Previous studies show that people affected by leprosy see benefits in a socio-economic intervention [19]. In one of our previous studies a participant affected by leprosy made a direct link between running a business and less mockery (a manifestation of stigma). She said, ‘… to avoid mockery, we have to run a business’ [19]. A key person in the same study suggested that financial aid of some sort ‘could give them (people affected by leprosy) the passion to live their life again’. Similarly, Velema et al. mention that clients of a socio-economic intervention can have an enormous boost in self-esteem [20]. They also note that activities such as selling products at the market changes dynamics among people in their community with the result that they might perceive people affected by leprosy more positively [20]. Recent studies show similar effects. Abera and Shanko [21] found in their study on leprosy in Ethiopia that 86% of the participants who received a small loan reported a considerable improvement in attitudes of community members and family members. Likewise, Ebenso et al. concluded from their study in Nigeria that socio-economic rehabilitation can lead to more social interaction and change community attitudes [11].

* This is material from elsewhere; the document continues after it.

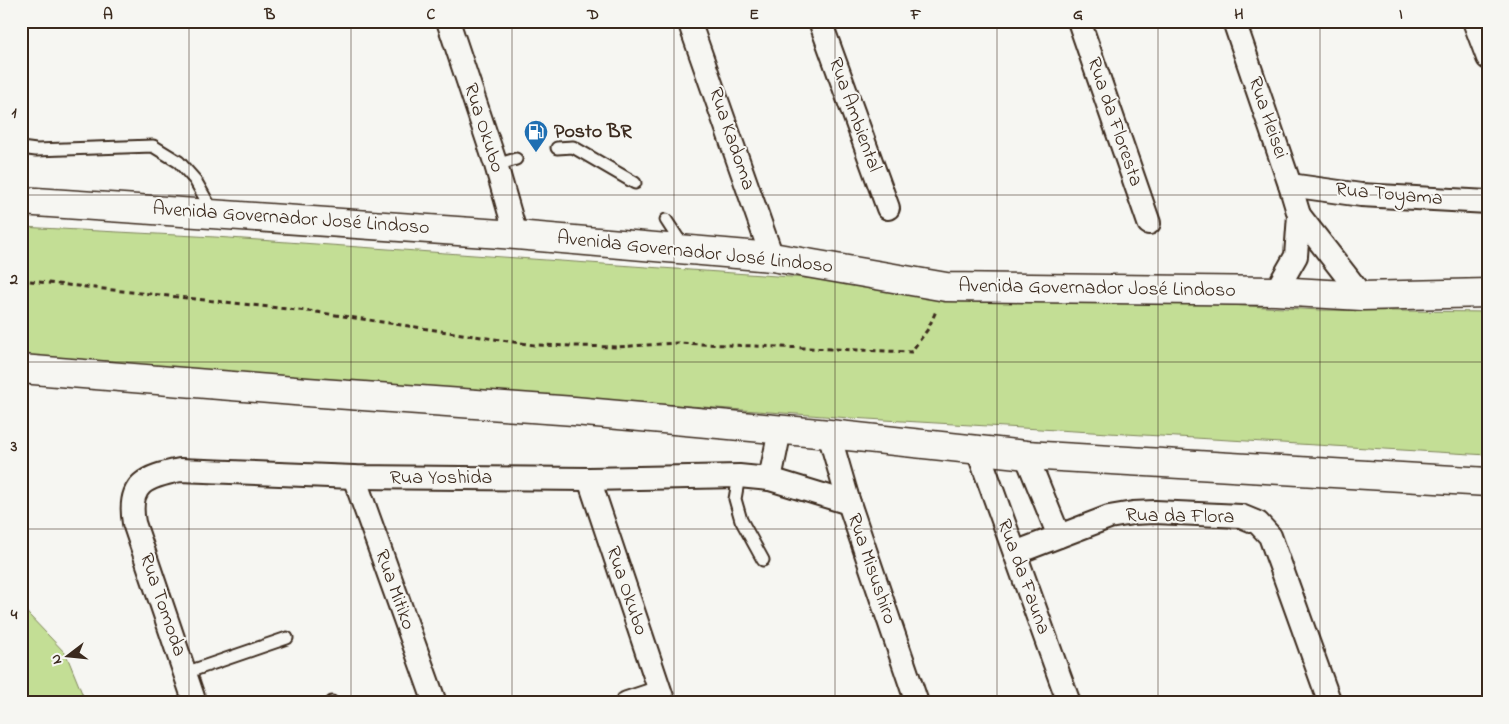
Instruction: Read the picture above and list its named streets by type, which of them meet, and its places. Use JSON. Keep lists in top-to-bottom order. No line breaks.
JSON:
{"streets":{"main road":["Avenida Governador José Lindoso"],"street":["Rua Ambiental","Rua Heisei","Rua da Floresta","Rua Okubo","Rua Kadoma","Rua Toyama","Rua Yoshida","Rua da Flora","Rua Misushiro","Rua da Fauna","Rua Mitiko","Rua Tomoda"]},"crossings":[["Rua Heisei","Rua Toyama"],["Rua Heisei","Avenida Governador José Lindoso"],["Rua Okubo","Avenida Governador José Lindoso"],["Rua Okubo","Rua Yoshida"],["Rua Kadoma","Avenida Governador José Lindoso"],["Rua Yoshida","Rua Misushiro"],["Rua Yoshida","Rua Mitiko"],["Rua Yoshida","Rua Tomoda"],["Rua da Flora","Rua da Fauna"]],"places":{"fuel station":["Posto BR"]},"north":"left","grid":{"columns":["A","B","C","D","E","F","G","H","I"],"rows":["1","2","3","4"]}}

Socio-economic intervention succed to improve well being and economic life of the people affected by leprosy, but at the same time faced important challenges for creating a sustainable socio-economic intervention for people affected by leprosy [14,22,23,24]. Challenges include certain characteristics of people affected (e.g., low self-esteem, shame, internalized stigma), people’s ignorance about leprosy, and negative views in society that may affect the business. As a result, there are serious doubts whether a local financial or social organization would accept leprosy clients as a target group for microcredit. The rationale is that setting up a business with microcredit is difficult enough without the additional barriers of being affected by leprosy; giving loans to such people is considered too much of a risk. (Indeed, often socio-economic programmes for people affected by leprosy revolve around providing grants instead of loans, e.g., [10,25,26], making socio-economic rehabilitation expensive and unsustainable.) At the same time, in order for a socio-economic development (SED) intervention to be sustainable in the longer term, working with established local actors/parties and using an integrated approach are seen as a key prerequisite [27,28]. This poses a challenge to the current project. Sustainability should be a ‘built-in’ criterion of the intervention design. Some concrete suggestions on how to deal with these challenges are also provided in the literature. Even more than in standard microcredit programmes, those aimed at people affected by leprosy Abera and Shanko [21] highlight the importance of investing in a good relationship between them and the credit provider (e.g., regular follow-up visits, advice). In addition, Ebenso et al. [11] describe the importance of involving key persons in the community, connecting to local government bodies, and including people with general disabilities. It is thus not straigthforward to develop a sustainable socio-economic intervention that can deal with these challenges and that contributes to earning an income and reducing reduction. A combination of an exploratory study, baseline study, implementation phase and final survey was carried out to understand the development and effect of the intervention.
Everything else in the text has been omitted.